* **Work to be completed**:
The result should be every line in the data below that carries the string "down".

++++ Provided records

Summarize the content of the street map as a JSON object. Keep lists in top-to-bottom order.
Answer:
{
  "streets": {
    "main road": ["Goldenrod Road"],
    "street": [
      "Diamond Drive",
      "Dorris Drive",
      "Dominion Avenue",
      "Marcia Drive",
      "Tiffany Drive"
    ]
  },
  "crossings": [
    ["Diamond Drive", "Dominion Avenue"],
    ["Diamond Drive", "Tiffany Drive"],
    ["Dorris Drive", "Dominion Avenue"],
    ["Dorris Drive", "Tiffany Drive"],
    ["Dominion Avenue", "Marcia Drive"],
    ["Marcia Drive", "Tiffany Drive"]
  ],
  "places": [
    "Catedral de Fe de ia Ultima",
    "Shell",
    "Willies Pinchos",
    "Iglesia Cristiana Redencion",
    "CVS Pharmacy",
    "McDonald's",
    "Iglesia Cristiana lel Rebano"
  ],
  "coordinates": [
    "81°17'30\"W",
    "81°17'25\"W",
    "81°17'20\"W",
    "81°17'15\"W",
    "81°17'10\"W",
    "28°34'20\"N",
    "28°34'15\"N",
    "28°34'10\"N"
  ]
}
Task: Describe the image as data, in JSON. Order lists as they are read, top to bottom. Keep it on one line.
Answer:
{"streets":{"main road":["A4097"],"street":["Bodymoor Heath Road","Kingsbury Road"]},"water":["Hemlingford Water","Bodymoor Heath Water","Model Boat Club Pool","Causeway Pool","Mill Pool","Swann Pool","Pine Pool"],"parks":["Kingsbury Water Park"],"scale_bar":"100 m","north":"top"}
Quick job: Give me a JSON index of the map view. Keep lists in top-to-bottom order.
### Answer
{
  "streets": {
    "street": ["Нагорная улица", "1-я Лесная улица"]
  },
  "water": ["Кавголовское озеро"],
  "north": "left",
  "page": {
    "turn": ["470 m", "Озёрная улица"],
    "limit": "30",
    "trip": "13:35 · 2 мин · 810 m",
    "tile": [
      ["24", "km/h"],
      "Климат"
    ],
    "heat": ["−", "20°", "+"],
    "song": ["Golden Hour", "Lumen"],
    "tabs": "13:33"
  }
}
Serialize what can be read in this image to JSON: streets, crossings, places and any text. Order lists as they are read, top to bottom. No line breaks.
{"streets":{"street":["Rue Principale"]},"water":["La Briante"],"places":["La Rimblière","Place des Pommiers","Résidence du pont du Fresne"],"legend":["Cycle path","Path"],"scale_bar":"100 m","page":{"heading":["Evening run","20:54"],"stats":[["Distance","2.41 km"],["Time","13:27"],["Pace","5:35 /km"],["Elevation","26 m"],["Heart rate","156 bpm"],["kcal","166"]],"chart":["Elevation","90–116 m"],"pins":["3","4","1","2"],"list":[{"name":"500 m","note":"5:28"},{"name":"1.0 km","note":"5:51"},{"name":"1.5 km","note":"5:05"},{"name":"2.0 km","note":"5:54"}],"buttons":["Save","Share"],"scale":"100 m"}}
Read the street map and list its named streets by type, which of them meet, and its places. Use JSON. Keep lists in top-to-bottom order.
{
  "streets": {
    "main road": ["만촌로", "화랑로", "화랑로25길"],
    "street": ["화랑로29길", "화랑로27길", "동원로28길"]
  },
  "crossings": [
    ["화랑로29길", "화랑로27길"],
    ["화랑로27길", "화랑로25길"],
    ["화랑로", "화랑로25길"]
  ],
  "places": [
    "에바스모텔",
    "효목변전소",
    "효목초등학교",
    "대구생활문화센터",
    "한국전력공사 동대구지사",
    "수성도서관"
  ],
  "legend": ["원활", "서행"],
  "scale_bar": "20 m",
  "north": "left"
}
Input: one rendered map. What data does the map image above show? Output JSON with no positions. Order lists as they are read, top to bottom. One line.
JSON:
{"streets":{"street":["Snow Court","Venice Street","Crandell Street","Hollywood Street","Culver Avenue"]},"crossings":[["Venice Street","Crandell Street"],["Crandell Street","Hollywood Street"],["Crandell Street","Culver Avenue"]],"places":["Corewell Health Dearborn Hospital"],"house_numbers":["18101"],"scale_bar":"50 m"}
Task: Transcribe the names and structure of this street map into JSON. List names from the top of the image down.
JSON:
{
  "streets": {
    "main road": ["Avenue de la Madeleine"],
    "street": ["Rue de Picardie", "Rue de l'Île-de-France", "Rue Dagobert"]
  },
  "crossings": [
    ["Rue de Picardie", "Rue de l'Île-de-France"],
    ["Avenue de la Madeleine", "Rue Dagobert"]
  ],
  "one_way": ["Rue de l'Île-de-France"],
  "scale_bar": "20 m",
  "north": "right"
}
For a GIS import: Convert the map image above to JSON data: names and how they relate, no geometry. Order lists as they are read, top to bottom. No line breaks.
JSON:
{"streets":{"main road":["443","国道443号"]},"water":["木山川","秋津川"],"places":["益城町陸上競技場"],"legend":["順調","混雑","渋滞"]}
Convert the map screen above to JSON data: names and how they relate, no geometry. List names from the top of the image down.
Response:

++++++++

* **Reply to the exercise**:
Task: Transcribe the names and structure of this street map into JSON. List names from the top of the image down.
Convert the map screen above to JSON data: names and how they relate, no geometry. List names from the top of the image down.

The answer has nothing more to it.